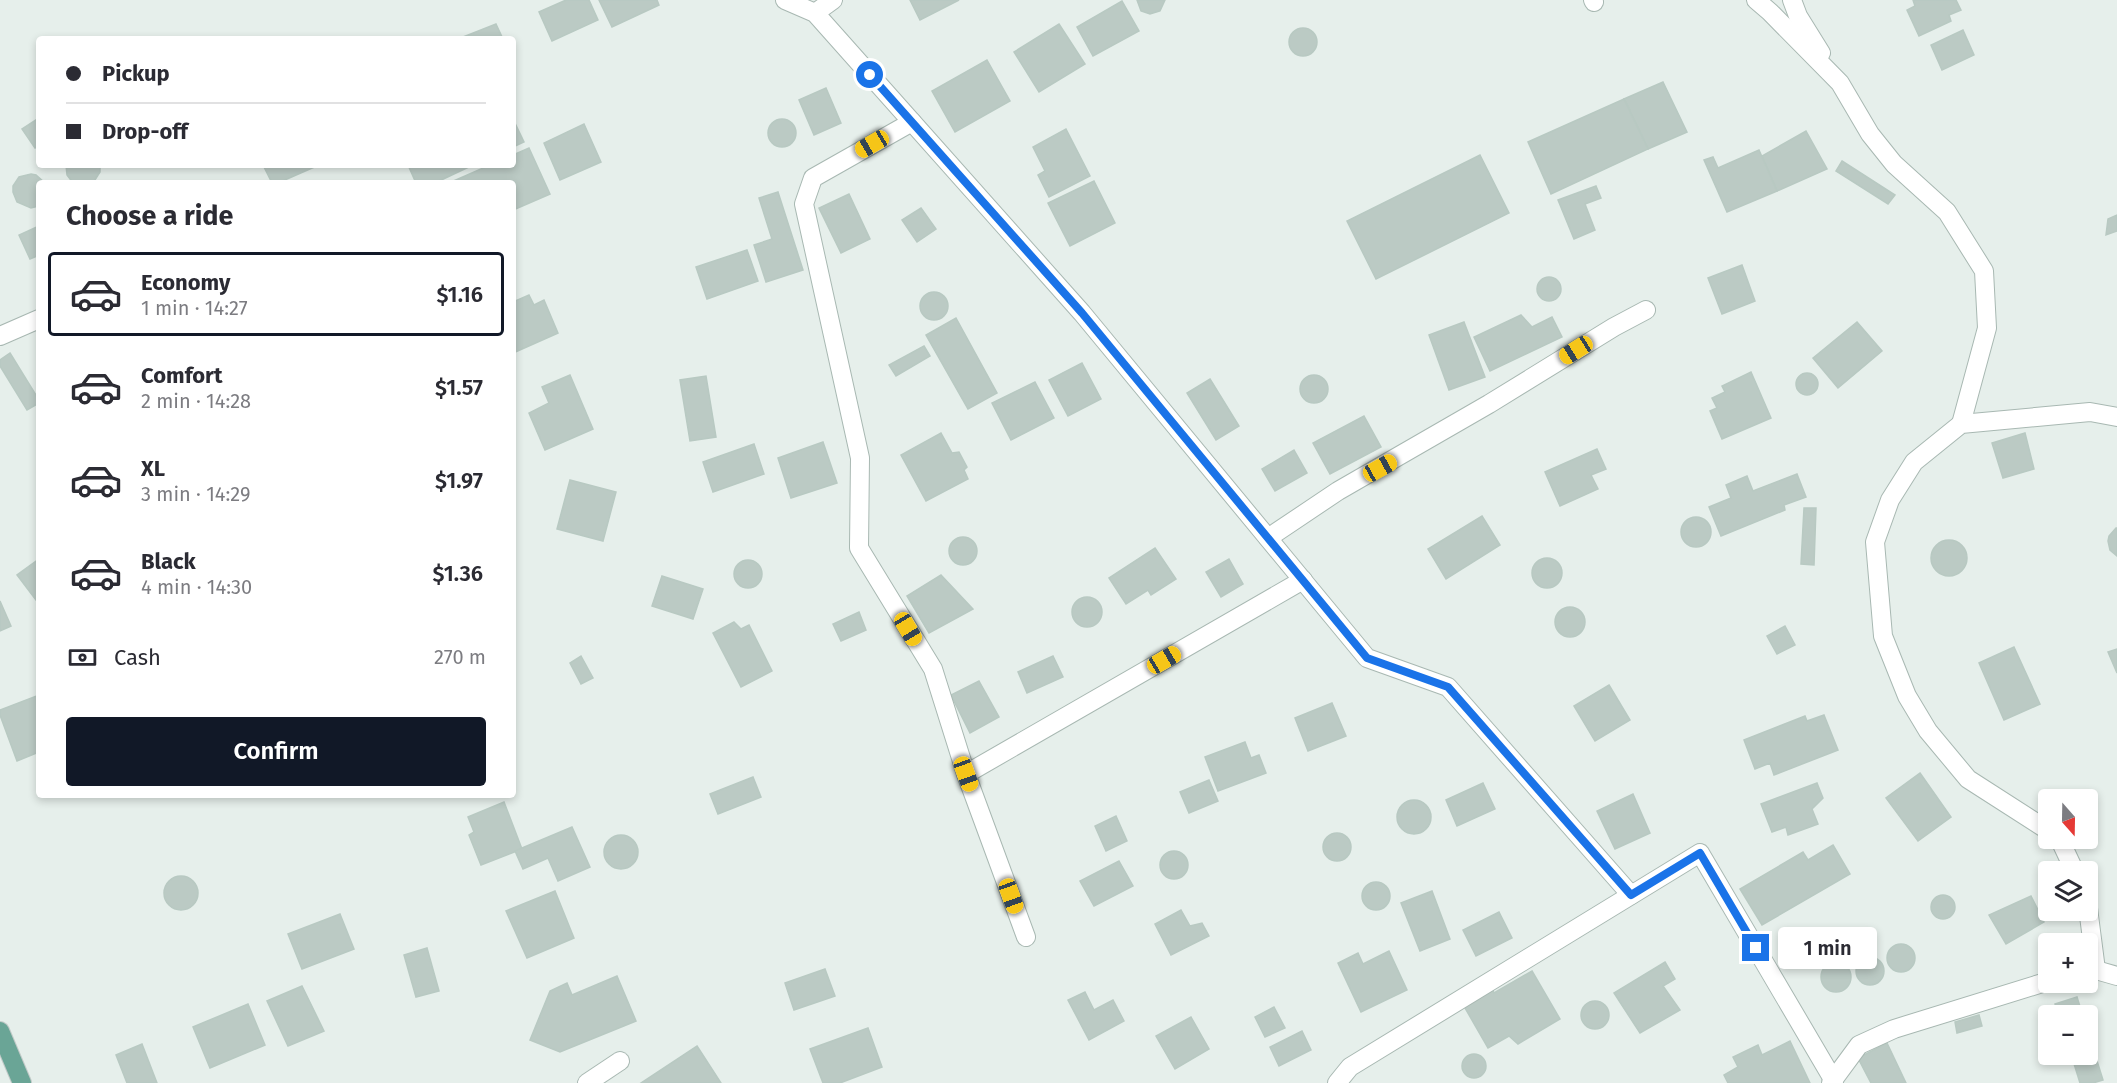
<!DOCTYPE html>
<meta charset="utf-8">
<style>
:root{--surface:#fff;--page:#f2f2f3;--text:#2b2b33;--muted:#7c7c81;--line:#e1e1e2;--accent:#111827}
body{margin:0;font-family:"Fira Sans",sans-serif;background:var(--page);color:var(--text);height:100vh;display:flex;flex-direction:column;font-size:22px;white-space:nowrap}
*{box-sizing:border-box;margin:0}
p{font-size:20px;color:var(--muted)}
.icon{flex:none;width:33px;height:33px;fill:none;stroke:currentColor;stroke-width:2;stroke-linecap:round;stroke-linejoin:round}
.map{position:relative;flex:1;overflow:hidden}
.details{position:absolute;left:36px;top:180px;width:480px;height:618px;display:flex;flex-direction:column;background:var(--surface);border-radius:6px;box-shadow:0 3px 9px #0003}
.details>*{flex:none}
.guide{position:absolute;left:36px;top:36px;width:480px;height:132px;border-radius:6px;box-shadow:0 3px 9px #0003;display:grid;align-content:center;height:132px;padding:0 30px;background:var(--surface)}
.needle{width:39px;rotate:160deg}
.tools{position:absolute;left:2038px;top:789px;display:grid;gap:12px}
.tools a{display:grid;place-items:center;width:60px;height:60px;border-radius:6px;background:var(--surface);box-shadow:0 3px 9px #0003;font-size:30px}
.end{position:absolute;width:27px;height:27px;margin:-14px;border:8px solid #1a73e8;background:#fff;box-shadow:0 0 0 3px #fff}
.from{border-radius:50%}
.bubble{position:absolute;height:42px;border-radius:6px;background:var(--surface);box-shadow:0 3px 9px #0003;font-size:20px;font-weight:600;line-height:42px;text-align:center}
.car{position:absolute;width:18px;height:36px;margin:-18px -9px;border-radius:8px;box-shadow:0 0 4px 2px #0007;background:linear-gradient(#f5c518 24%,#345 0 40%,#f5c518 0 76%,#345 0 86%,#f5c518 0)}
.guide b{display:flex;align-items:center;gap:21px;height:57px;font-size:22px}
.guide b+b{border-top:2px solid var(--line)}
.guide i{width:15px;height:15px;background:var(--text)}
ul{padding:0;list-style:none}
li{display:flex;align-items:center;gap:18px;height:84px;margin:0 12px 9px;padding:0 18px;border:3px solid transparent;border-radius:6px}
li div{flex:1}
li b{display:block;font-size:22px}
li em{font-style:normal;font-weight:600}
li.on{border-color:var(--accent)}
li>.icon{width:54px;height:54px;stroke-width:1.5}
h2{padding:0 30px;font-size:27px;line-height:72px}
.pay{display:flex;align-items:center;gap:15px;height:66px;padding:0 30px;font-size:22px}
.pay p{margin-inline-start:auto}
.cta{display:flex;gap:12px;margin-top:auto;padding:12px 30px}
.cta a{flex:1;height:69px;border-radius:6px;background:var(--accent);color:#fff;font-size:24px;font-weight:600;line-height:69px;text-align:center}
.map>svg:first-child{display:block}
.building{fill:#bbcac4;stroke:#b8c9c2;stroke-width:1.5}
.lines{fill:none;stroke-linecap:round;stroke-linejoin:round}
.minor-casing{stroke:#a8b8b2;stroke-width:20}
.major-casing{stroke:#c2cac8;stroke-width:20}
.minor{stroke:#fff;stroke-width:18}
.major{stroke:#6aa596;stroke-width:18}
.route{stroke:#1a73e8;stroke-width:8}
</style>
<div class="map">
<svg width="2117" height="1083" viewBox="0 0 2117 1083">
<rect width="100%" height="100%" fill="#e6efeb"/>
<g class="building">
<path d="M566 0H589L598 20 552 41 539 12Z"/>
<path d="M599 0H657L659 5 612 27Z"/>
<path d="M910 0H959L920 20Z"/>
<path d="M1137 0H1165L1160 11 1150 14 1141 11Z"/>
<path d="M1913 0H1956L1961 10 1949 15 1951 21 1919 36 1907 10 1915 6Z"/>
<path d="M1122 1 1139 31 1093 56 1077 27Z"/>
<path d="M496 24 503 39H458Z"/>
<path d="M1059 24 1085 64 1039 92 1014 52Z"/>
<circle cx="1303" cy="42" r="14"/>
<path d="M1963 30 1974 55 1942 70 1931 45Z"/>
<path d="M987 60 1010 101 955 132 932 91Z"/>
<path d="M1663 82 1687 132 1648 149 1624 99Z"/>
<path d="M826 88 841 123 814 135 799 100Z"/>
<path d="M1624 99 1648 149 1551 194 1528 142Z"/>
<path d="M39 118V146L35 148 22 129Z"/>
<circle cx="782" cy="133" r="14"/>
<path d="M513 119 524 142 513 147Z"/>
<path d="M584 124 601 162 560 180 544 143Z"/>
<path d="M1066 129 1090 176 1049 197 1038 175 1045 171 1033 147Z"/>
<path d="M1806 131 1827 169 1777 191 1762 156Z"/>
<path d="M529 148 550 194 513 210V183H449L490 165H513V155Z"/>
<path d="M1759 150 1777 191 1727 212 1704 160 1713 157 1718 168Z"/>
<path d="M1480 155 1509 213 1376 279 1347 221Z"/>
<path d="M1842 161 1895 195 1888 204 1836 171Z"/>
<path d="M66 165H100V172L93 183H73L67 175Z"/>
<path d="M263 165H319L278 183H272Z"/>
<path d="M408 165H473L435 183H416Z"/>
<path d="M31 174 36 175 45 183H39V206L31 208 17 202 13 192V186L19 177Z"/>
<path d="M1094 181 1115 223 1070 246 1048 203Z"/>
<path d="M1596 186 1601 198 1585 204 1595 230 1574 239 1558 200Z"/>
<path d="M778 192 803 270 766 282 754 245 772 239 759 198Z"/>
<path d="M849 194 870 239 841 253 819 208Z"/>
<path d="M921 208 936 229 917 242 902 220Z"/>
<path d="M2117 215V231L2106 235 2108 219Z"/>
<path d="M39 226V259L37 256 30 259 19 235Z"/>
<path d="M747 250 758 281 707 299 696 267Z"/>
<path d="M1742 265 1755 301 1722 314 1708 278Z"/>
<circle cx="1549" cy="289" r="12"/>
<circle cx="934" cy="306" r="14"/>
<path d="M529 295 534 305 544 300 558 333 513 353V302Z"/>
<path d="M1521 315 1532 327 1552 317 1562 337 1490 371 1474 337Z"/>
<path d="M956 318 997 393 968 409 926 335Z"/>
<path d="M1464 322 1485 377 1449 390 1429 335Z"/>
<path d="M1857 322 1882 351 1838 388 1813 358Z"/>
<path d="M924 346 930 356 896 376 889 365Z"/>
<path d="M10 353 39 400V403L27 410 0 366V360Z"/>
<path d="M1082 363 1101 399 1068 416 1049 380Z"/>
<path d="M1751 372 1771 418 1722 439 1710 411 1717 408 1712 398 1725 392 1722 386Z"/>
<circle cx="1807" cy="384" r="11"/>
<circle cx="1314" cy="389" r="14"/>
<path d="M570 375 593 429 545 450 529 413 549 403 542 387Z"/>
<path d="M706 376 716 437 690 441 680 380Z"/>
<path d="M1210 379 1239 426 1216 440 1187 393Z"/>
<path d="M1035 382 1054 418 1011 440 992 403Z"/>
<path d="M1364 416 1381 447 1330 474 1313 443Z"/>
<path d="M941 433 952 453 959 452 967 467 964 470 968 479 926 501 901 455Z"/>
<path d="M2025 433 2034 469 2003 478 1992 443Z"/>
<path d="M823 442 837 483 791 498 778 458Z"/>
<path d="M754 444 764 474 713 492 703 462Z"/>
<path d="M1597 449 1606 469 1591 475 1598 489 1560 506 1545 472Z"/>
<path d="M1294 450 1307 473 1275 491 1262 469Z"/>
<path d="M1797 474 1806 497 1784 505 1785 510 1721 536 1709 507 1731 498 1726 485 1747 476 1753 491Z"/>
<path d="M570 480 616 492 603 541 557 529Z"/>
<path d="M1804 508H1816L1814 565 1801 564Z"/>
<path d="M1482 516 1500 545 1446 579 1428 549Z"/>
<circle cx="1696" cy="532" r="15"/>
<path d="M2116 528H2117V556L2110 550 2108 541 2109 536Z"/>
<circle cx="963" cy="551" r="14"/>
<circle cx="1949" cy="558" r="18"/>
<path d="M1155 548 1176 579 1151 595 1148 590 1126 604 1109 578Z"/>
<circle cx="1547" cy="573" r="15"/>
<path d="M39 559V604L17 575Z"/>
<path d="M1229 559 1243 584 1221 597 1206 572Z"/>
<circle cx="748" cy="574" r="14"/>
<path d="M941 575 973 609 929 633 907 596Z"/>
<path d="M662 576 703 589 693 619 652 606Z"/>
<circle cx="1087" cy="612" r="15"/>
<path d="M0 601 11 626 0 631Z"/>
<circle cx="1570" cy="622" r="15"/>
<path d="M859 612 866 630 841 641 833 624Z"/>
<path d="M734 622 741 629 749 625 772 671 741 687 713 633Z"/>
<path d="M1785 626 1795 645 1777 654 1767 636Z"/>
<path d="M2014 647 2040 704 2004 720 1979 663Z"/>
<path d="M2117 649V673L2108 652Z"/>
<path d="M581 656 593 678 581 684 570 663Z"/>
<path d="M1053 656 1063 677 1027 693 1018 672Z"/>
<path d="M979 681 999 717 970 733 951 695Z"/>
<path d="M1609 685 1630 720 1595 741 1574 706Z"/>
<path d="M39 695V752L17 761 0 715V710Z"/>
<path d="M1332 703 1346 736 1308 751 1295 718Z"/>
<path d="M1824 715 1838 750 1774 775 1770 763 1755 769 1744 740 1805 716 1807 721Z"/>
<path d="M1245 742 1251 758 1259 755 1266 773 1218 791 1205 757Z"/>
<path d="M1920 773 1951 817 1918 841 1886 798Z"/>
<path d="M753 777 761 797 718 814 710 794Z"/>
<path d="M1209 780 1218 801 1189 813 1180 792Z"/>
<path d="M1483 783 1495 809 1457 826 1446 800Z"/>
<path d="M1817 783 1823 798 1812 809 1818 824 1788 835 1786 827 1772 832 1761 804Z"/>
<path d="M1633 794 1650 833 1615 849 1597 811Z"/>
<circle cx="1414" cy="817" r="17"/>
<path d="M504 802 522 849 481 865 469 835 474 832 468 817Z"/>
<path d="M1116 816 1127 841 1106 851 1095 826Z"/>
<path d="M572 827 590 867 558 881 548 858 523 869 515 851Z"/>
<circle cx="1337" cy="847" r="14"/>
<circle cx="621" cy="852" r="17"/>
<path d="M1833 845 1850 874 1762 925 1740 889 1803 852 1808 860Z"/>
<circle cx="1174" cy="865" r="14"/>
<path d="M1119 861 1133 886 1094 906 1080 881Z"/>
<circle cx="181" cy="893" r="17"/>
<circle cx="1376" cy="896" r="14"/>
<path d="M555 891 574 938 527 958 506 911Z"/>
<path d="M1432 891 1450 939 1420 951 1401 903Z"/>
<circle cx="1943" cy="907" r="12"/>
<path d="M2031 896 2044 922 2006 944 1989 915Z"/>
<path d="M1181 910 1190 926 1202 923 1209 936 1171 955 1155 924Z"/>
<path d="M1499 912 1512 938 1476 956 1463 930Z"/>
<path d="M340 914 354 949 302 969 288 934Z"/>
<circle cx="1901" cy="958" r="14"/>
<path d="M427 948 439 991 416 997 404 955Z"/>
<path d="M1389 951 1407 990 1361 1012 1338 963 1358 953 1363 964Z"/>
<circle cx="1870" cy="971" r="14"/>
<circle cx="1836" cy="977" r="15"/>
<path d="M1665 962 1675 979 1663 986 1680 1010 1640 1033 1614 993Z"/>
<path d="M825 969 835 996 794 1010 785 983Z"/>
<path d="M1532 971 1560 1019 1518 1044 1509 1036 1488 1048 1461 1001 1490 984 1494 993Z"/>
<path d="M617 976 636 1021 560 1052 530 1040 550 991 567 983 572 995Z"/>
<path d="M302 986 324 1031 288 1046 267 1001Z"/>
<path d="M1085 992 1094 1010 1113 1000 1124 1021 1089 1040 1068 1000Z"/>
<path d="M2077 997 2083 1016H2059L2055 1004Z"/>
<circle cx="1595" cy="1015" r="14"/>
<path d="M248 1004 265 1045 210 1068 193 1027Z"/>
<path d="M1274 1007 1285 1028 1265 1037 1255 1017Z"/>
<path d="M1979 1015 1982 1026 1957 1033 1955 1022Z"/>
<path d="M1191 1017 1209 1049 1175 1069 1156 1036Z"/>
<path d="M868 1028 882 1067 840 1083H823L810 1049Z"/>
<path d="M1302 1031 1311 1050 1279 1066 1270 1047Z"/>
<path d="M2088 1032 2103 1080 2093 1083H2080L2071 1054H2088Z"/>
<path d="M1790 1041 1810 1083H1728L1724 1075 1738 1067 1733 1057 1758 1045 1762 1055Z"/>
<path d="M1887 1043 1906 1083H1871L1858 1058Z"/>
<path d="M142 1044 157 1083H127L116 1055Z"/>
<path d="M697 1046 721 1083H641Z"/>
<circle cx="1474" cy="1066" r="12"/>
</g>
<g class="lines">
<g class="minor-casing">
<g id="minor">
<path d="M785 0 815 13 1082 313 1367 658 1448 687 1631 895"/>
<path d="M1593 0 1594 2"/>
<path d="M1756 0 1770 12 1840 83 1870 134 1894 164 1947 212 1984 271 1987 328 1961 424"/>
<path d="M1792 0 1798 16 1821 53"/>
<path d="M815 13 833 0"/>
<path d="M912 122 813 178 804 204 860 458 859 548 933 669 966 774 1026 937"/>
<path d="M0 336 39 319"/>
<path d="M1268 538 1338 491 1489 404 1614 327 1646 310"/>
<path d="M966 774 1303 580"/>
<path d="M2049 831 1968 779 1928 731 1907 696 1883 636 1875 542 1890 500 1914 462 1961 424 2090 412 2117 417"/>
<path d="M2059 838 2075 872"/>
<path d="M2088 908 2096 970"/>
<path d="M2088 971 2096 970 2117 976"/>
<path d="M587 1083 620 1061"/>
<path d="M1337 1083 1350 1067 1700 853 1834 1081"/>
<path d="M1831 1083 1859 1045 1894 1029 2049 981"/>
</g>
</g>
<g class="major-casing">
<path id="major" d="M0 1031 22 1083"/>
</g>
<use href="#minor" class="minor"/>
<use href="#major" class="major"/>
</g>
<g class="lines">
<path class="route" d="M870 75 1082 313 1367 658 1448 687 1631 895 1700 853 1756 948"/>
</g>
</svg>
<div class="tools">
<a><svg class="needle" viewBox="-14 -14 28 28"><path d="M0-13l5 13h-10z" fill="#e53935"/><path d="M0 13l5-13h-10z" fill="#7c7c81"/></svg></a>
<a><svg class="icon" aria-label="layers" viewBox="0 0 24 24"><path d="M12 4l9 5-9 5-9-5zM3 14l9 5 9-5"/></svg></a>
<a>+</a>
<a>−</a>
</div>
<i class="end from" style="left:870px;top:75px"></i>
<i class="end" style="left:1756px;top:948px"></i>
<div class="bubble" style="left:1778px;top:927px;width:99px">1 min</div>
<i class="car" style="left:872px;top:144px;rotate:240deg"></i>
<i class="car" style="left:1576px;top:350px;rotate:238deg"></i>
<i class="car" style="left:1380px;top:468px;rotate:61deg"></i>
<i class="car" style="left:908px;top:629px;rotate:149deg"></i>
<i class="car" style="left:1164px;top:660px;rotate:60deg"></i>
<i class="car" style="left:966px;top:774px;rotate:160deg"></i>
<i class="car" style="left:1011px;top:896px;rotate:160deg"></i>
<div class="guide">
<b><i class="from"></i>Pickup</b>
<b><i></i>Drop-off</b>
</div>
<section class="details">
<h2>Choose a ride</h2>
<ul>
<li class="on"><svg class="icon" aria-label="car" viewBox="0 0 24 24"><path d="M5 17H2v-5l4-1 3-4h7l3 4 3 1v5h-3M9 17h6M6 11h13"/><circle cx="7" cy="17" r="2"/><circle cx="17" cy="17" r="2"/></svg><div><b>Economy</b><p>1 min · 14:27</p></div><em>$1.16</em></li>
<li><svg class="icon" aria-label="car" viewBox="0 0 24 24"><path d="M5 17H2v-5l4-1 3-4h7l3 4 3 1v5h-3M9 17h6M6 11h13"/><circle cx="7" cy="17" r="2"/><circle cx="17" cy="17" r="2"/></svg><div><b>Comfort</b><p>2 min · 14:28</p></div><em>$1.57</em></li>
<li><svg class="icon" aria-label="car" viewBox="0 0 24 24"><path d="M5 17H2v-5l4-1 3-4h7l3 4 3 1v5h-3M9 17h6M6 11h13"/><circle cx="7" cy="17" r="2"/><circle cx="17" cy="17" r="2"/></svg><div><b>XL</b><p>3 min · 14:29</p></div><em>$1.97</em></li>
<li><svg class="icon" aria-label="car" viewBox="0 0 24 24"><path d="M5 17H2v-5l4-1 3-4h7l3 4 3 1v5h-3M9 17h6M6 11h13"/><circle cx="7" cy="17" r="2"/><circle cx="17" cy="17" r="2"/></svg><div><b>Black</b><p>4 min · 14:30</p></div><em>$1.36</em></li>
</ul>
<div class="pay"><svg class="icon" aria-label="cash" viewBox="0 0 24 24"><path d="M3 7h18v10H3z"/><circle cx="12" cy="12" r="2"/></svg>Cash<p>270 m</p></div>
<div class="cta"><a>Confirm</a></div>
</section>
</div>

» **INSTRUCTIONS FOR THE TASK**:
Every line above that contains the word "linejoin" should be reported.

» **SOLVED EXERCISE**:
.icon{flex:none;width:33px;height:33px;fill:none;stroke:currentColor;stroke-width:2;stroke-linecap:round;stroke-linejoin:round}
.lines{fill:none;stroke-linecap:round;stroke-linejoin:round}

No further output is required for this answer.